Action item - Go through the records line by line from the top and repeat each one exactly, ending with the line that contains "position:absolute; left:1782px; top:10px;".

++++ Input for this task ++++

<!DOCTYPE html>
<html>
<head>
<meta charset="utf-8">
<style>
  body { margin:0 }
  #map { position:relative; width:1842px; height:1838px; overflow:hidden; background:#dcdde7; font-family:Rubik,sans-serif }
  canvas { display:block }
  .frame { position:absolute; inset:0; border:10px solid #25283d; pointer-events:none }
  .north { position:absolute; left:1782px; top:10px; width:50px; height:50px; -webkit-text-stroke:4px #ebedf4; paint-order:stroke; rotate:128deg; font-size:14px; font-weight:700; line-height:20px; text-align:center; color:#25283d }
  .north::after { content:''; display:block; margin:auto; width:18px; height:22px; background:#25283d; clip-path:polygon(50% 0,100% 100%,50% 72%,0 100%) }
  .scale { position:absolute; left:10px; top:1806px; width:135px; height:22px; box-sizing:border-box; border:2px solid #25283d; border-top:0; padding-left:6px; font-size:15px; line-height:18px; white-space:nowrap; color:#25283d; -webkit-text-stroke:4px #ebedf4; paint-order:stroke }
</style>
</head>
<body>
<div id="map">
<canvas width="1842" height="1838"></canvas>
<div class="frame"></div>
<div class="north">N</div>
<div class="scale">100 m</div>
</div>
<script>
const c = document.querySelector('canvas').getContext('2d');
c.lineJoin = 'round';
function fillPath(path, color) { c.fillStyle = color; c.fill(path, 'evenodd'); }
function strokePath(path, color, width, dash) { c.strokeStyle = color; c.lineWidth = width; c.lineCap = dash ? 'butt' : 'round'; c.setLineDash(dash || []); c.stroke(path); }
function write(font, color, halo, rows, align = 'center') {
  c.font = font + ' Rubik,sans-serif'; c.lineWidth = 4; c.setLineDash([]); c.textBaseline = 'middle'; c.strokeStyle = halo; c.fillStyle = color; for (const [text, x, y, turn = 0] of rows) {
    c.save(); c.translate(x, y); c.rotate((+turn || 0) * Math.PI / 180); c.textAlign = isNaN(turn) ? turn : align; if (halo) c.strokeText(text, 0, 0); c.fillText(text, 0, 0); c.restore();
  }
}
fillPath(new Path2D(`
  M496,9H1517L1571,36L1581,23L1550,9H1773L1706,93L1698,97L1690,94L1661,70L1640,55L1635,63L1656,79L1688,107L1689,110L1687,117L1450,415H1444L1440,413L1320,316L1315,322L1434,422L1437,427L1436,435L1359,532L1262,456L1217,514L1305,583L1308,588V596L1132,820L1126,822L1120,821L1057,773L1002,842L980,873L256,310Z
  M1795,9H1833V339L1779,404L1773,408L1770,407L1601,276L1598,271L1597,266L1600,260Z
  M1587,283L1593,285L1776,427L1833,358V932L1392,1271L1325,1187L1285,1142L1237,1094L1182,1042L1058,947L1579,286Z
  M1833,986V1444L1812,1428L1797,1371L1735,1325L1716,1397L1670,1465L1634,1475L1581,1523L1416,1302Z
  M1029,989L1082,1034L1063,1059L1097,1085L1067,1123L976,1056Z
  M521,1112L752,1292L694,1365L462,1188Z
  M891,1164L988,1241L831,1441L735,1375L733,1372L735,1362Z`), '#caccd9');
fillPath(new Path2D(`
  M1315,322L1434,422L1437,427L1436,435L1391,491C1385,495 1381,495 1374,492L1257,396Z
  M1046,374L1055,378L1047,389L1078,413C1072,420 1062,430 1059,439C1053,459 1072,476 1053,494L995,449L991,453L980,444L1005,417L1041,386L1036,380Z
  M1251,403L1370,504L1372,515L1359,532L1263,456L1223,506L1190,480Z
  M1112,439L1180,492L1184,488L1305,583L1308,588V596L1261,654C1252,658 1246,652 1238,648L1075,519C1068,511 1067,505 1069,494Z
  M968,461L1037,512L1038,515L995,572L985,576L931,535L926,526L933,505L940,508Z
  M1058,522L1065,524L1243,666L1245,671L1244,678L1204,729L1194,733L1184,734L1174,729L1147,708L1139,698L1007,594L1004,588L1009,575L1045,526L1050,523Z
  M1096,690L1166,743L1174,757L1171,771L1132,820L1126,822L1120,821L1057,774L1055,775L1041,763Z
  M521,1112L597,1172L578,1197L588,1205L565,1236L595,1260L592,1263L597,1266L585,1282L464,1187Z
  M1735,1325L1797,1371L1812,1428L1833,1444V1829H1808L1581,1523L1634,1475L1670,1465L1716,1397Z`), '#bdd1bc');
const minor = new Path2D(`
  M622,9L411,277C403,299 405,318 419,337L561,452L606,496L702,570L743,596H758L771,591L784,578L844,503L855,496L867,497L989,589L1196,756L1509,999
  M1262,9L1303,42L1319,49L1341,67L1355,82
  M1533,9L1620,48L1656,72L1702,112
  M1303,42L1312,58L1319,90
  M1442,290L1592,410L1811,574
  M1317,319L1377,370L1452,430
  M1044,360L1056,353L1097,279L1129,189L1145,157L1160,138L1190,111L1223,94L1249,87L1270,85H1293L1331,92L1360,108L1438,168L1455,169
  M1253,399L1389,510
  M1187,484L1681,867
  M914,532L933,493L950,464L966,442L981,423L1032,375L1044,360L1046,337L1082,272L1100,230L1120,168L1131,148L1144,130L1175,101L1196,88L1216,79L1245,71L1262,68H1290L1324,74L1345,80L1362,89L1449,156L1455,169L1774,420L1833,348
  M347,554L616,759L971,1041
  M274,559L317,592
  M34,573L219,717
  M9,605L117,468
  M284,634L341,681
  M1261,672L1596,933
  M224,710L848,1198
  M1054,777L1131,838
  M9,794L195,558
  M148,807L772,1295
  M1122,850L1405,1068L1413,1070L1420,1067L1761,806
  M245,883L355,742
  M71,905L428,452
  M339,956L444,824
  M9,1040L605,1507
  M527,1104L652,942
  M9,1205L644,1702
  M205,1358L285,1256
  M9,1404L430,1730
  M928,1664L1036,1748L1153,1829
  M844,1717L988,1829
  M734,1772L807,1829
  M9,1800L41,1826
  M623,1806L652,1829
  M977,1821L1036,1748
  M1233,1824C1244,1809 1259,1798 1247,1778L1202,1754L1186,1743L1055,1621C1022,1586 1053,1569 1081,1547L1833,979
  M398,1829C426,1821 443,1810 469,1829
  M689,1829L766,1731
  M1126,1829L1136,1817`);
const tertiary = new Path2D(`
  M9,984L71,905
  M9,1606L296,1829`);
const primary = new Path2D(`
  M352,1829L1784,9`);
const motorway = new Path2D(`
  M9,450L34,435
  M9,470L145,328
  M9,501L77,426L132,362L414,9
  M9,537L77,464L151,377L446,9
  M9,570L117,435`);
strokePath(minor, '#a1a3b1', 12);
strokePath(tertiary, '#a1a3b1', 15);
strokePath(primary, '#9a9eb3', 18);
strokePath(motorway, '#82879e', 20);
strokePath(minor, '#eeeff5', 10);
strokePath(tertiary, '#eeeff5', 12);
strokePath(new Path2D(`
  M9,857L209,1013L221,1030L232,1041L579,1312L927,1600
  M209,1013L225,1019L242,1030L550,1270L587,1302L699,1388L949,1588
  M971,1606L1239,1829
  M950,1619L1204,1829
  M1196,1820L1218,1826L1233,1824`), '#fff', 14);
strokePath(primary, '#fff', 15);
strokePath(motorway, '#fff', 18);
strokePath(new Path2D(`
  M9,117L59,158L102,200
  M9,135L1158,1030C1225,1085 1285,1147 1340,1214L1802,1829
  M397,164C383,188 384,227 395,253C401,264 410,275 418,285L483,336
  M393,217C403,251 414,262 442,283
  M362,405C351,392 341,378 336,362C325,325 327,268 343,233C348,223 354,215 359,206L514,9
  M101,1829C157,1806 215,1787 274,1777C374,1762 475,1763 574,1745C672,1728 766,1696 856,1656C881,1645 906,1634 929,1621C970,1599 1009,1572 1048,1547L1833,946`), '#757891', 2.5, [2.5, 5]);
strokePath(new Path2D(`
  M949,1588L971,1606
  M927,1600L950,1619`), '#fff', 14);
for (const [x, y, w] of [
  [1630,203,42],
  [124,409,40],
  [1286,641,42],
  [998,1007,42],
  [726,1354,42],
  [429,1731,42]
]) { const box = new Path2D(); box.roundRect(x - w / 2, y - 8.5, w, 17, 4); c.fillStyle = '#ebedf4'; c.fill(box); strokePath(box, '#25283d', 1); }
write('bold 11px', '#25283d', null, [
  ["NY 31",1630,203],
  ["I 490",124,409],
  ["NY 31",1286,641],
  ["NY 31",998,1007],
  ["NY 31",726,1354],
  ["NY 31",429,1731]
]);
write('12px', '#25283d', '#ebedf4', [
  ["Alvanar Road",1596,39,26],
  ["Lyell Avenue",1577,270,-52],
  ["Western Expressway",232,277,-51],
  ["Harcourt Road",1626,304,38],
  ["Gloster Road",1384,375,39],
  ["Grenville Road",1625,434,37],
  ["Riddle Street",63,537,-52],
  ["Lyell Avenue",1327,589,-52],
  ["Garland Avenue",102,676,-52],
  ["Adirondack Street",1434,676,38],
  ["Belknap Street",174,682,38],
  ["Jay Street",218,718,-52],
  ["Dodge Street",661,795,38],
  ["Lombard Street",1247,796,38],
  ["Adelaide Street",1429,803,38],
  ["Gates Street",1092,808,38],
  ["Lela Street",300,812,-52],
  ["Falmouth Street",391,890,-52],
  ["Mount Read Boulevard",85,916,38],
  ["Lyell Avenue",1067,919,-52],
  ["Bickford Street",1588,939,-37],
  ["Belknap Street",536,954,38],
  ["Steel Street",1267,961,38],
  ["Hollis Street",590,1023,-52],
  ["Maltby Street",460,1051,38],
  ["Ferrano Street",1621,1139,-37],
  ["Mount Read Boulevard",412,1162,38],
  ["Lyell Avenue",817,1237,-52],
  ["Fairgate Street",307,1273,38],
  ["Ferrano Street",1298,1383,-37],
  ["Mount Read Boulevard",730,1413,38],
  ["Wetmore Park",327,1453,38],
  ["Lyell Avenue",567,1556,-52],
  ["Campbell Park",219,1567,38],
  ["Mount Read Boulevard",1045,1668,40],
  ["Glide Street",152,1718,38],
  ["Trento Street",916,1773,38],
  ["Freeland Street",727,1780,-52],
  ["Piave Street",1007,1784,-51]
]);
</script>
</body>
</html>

++++

Answer space -
<!DOCTYPE html>
<html>
<head>
<meta charset="utf-8">
<style>
  body { margin:0 }
  #map { position:relative; width:1842px; height:1838px; overflow:hidden; background:#dcdde7; font-family:Rubik,sans-serif }
  canvas { display:block }
  .frame { position:absolute; inset:0; border:10px solid #25283d; pointer-events:none }
  .north { position:absolute; left:1782px; top:10px; width:50px; height:50px; -webkit-text-stroke:4px #ebedf4; paint-order:stroke; rotate:128deg; font-size:14px; font-weight:700; line-height:20px; text-align:center; color:#25283d }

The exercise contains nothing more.